The proposed Ganga Path will have a pan-Bihar significance. It will be an arterial route for those using five national highways connected to Patna. It is estimated that the driveway, once ready, will be used by about 14,000 vehicles using the national highways every day, and take at least 30% off the city's traffic load. It will become a key link in the journey to Nepal in the north and to Haldia/Paradip ports in the east.

Along the driveway from Digha to Deedarganj will be two major bridges connecting Patna to the educational and industrial hubs of Hajipur and Muzaffarpur. One of them, towards the western end at Digha, will be completed by this year end. The other one, Mahatma Gandhi Setu near the eastern end, is already in place.

Six construction companies, including Gammon, Nagarjun and Reliance, have shown interest in constructing the proposed 40-km driveway along the banks of the Ganga river at Patna, modelled on Mumbai's Marine Drive, said an official of the Bihar State Road Development Corporation. The Corporation, in November, will select one of the six leading construction companies that it has shortlisted. The government has reportedly a deal with Transparency International to ensure transparency in the bidding process, the official added.

Appreciating the recent efforts of the Central as well as state government for beautifying the Ganga river front in and around the city, National Ganga River Basin Authority member and Central University of Bihar (CUB)'s environmental science department head, Ravindra Kumar Sinha, expressed his concern over the increasing pollution level in the river. Reducing the flow of water in the river, ever-increasing siltation, dumping of solid wastes and encroachment on river bed by private parties for construction purposes have all been proving disastrous for the health of the river. If the present trend continues, the Ganga may become dry one day. He pleaded for the protection of all the wetlands in the Ganga basin for saving the river.
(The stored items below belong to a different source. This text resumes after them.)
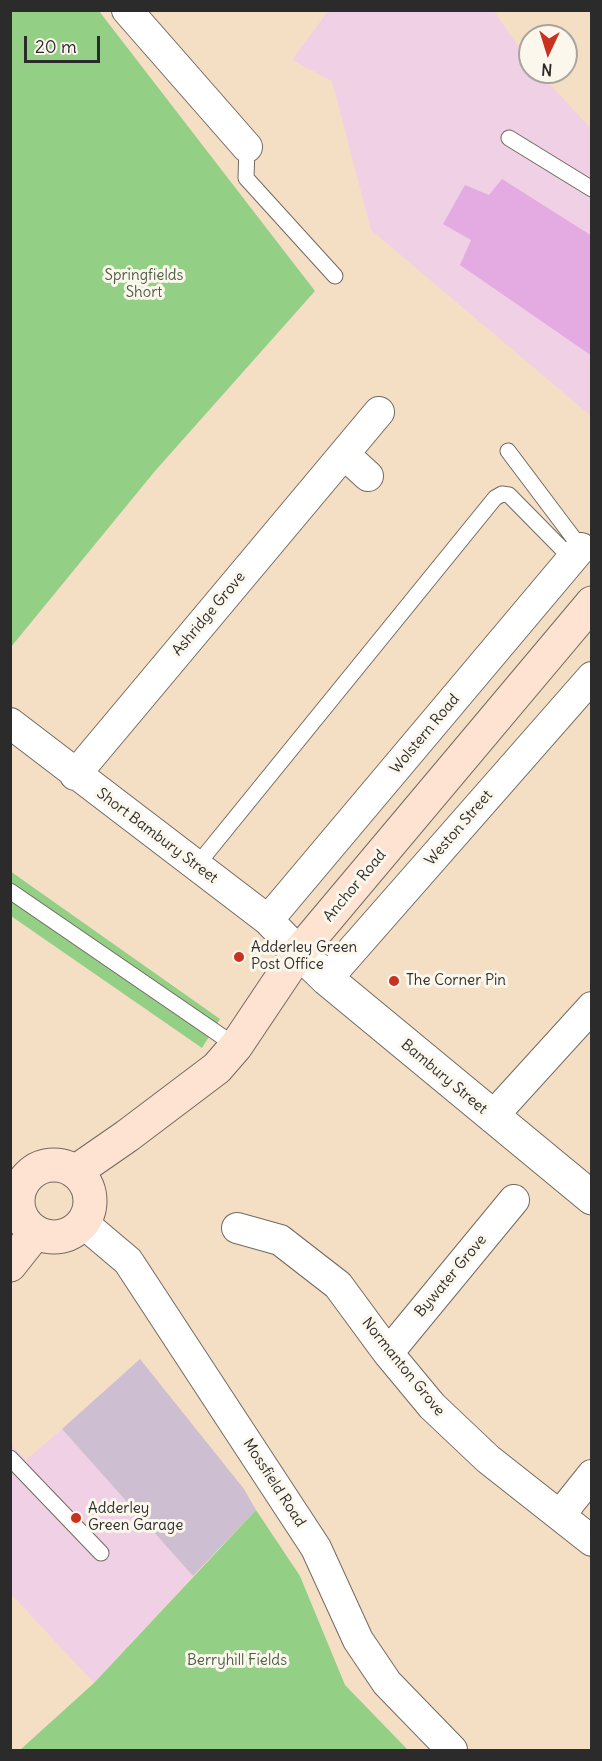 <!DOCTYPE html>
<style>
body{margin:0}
#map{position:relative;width:602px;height:1761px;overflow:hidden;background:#f5dfc4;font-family:Delius,sans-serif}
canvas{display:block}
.frame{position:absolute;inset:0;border:12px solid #2b2b2b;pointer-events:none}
.north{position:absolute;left:518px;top:24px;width:60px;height:60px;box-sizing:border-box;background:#fbf7ec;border:2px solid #a8a59f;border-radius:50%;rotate:184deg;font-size:16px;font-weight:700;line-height:24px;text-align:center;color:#2b2b2b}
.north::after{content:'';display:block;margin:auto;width:21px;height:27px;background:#c8321e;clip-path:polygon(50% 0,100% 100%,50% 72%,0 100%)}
.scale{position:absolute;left:24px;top:36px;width:76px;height:27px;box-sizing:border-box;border:3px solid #2b2b2b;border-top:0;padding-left:8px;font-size:18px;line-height:21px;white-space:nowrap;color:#2b2b2b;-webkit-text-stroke:4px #fbf7ec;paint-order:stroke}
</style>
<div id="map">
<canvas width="602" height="1761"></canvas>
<div class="frame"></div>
<div class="north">N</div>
<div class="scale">20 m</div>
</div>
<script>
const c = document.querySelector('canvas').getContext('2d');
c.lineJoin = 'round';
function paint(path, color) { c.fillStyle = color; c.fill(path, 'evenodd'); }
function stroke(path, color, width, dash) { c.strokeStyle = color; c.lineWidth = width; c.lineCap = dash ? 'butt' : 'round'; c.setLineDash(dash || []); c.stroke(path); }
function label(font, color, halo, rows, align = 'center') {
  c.font = font + ' Delius,sans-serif'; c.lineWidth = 6; c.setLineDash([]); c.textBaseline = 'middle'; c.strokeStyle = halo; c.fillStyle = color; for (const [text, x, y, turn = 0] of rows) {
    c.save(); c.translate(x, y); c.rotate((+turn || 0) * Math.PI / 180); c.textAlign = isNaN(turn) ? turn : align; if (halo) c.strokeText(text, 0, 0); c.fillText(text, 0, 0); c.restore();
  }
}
paint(new Path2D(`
 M328 11H494L530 63V72H538L591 128V416L371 230 332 81 292 60Z
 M62 1429 193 1576 94 1683 11 1594 10 1444 26 1460Z`), '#f0d0e4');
paint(new Path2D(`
 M140 1359 244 1489 256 1510 193 1576 62 1429Z`), '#cebed1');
paint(new Path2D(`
 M11 10 99 11 315 291 155 471 11 647Z
 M10 871 220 1019 202 1048 11 916Z
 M256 1510 300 1576 345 1685 408 1750H20L94 1683Z`), '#93d086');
paint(new Path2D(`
 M502 179 592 236V356L460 265 471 240 443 224 465 185 489 195Z`), '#e4abe2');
const service = new Path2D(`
 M509 138 592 189
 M247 147 246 178 335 276
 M508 451 581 548
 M197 865 495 498 502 494 509 495 572 559
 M10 891 236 1046
 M10 1458 101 1553`);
const minor = new Path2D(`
 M127 10 247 147
 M344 454 368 476
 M10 723 268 920 299 952
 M75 775 379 412
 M268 920 581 548
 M327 979 592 677
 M492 1117 592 1007
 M83 1223 128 1261 316 1548 358 1640 387 1683 452 1750
 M237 1228 280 1240 338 1285 388 1353 432 1406 488 1459 592 1541
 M388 1353 514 1200
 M560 1515 592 1475`);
const tertiary = new Path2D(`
 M299 952 327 979 592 1198`);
const secondary = new Path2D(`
 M18 1201a36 36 0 1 1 72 0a36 36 0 1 1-72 0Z
 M75 1172 127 1136 217 1068 236 1046 299 952 592 603
 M10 1265 36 1232`);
stroke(service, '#726a61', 17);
stroke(minor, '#726a61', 32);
stroke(tertiary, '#726a61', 35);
stroke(secondary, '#726a61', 35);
stroke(service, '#fff', 15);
stroke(minor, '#fff', 30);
stroke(tertiary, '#fff', 33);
stroke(secondary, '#fee3d2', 33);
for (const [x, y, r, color] of [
 [239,957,6,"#c8321e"],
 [394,981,6,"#c8321e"],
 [76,1518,6,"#c8321e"]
]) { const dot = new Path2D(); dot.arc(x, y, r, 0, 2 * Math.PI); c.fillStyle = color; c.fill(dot); stroke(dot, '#fbf7ec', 2); }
label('15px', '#4a5d46', '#fbf7ec', [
 ["Springfields",144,276],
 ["Short",144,293],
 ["Berryhill Fields",237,1661]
]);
label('15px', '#2b2b2b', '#fbf7ec', [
 ["Ashridge Grove",209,614,-50],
 ["Wolstern Road",425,734,-50],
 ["Weston Street",459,828,-49],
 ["Short Bambury Street",157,836,37],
 ["Anchor Road",355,886,-50],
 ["Bambury Street",444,1077,40],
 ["Bywater Grove",451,1276,-50],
 ["Normanton Grove",403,1367,51],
 ["Mossfield Road",274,1483,57]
]);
label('15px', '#2b2b2b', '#fbf7ec', [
 ["Adderley Green",251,948],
 ["Post Office",251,965],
 ["The Corner Pin",406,981],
 ["Adderley",88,1509],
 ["Green Garage",88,1526]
], 'left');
</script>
A joint study conducted by Environmental Biology Laboratory of Patna University, Environment Conservation Department of Ehime University, Japan, and Institute for Environmental Technology of Michigan University, USA, has revealed the presence of polychlorinated biphenyls (PCBs) and organochlorine pesticide (like DDT) residues in very high concentration in sediment and fishes in the Ganga at various locations. The survival of flora and fauna, including dolphins, is at stake owing to the increasing concentration of these toxic substances.

Sinha pleaded for protecting the dolphins, which are supposed to be an indicator of the purity of river water. The chief minister recently agreed to a proposal for setting up a dolphin research centre in Patna University, he said.

PU geology department has recently joined an ambitious Ganga River Basin Management Plan launched by the Union ministry of environment and forest. Being a part of fluvial geomorphology group of the plan, the department is preparing a geomorphic map of the river based on remote sensing and GIS tools with a view to analysing the channel morphology and flood plain modifications, said principal investigator Ramesh Shukla.